Senate Takes First Step to Declassify Report on CIA Interrogations
The next step: bringing the massive report to the public.
In a closed hearing Thursday, the Senate Intelligence Committee voted 11-3 to declassify portions of a CIA report detailing post-9/11interrogation tactics.
It now goes to the White House, which will hold final authority on declassifying more than 500 pages of a 6,200-page report, including an executive summary, findings and conclusions about an interrogation program involving more than 100 detainees.
"The purpose of this review was to uncover the facts behind this secret program, and the results were shocking," said Chairman Dianne Feinstein. "The report exposes brutality that stands in stark contrast to our values as a nation. It chronicles a stain on our history that must never again be allowed to happen."
Feinstein added that the report also details problems with the CIA's management of the program, which ran between 2001 and 2009, and its interaction with the executive branch and Congress about it.
President Obama has said he favors declassification. It's unclear how long it'll take, though, until the public gets to see the report. Feinstein said she hopes it will take as little as 30 days for the White House to release portions of it.
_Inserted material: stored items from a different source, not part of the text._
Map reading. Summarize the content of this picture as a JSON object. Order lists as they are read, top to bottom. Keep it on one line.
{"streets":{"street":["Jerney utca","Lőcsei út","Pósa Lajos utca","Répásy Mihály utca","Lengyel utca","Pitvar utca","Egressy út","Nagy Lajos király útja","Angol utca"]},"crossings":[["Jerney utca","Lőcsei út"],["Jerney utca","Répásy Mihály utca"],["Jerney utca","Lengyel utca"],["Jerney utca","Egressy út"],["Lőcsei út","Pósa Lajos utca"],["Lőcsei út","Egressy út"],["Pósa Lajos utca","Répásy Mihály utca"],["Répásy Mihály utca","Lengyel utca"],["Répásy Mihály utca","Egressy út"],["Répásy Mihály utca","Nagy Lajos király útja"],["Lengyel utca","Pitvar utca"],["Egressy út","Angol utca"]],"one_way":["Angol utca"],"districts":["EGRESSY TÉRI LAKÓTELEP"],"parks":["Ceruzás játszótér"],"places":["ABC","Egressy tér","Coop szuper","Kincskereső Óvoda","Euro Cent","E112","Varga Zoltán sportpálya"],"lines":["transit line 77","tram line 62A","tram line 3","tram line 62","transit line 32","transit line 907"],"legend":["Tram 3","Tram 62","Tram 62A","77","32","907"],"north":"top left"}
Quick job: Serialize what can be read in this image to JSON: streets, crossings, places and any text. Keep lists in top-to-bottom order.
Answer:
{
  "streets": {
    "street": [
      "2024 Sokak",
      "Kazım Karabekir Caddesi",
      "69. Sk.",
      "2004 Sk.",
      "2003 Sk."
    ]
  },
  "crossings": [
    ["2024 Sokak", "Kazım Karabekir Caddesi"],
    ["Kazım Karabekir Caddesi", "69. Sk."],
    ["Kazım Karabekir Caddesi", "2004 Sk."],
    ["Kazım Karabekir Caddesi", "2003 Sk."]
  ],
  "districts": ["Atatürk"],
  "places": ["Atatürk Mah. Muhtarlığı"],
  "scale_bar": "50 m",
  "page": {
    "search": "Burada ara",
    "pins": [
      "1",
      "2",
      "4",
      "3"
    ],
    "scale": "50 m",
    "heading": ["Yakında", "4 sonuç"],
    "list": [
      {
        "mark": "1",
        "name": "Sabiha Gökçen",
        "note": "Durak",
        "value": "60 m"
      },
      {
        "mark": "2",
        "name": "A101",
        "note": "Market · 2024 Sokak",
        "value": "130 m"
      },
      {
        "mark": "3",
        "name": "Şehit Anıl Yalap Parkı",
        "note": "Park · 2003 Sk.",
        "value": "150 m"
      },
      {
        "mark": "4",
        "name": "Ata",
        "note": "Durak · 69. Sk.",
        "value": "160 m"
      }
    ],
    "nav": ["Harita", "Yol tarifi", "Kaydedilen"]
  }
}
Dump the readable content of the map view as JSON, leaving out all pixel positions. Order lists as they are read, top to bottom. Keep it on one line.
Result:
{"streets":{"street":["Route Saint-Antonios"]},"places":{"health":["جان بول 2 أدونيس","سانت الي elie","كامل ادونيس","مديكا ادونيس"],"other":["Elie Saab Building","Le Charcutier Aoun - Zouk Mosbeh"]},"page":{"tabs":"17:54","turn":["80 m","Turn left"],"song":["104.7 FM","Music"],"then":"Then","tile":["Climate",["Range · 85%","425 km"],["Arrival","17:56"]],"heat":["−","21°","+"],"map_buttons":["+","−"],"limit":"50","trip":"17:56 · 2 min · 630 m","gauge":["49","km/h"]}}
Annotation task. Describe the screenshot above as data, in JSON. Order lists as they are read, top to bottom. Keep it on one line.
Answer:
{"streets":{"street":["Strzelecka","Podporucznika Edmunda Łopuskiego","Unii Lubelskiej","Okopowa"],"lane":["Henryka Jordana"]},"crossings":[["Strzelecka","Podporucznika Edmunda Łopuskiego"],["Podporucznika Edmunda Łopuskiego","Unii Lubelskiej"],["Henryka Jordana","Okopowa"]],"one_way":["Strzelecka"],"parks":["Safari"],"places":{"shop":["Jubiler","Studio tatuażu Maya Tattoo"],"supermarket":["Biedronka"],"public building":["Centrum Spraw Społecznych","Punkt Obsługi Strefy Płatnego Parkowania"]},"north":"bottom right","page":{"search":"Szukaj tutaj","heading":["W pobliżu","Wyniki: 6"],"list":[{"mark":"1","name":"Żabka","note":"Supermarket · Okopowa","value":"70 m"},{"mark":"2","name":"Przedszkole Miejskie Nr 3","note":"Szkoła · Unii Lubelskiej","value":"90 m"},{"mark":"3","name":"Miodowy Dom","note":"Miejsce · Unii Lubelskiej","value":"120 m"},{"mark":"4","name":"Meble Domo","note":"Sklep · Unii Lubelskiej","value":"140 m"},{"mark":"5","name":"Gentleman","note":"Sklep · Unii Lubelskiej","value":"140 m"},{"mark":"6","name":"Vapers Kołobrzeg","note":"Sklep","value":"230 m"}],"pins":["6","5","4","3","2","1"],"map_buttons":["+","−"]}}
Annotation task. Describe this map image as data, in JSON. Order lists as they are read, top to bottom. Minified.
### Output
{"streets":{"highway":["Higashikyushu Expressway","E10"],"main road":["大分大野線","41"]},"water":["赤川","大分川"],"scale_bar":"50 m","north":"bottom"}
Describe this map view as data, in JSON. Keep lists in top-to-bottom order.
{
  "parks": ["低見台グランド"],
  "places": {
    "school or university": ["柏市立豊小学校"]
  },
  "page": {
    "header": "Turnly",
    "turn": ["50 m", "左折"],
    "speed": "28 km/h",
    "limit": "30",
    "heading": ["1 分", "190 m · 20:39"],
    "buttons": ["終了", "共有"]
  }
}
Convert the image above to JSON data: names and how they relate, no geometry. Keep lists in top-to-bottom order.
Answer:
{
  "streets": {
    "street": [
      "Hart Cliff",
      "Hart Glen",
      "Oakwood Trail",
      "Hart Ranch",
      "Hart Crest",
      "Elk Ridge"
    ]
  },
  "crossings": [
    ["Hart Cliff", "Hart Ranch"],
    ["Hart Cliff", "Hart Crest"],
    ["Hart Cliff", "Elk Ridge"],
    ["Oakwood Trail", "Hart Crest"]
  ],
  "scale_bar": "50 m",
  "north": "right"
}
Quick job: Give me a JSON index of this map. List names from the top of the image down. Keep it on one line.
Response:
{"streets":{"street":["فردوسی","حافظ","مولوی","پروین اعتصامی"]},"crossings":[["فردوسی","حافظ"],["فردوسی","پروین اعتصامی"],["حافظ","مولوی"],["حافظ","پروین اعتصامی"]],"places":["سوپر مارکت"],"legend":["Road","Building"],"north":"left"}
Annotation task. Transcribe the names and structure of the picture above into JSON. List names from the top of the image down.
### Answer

The contents of the report conclude that the CIA mislead the public on aspects of its interrogation program in the wake of 9/11, the Washington Post reported earlier this week, including "enhanced interrogation techniques."
A number of Republicans had publicly stated previously that they didn't support the report's findings, and have expressed concerns that it was produced by Democratic staff and doesn't include interviews with CIA officials. "This report is totally biased," Sen. Tom Coburn, R-Okla., has said.
Nonetheless, all but three voted in favor of declassifying it.
Ranking Member Saxby Chambliss voted to declassify portions of the report because "we need to get this behind us."
"This committee has got important work that needs to be done. I was never in favor of this report being done. I think it was a waste of time," Chambliss said. "We had already had a report done by the Armed Services Committee on this issue. This is a chapter in our past that should have already been closed. However the general public has the right to now know what was done and what's in the report."
Feinstein would not disclose how individual senators voted, but confirmed all three nos were Republicans. North Carolina Republican Sen. Richard Burr said he voted in favor of it "to give the American people the opportunity to make their own judgments," he said in a statement. "I am confident that they will agree that a 6,300 page report based on a cold document review, without a single interview rof Intelligence Community, Executive Branch, or contract personnel involved, cannot be an accurate representation of any program, let alone this one."
Republican Sen. Susan Collins voted in favor of the declassifying the report. Aside from her, Burr and Coburn, the other Republicans on the committee are Sens. Marco Rubio, Dan Coats, James Risch.
Some lawmakers are already calling for the declassification of the entire 6,200-page report, such as New Mexico Democrat Sen. Martin Heinrich.
"When people see the content, when it's declassified, I think people will be shocked at what's inside," Heinrich said of the executive summary.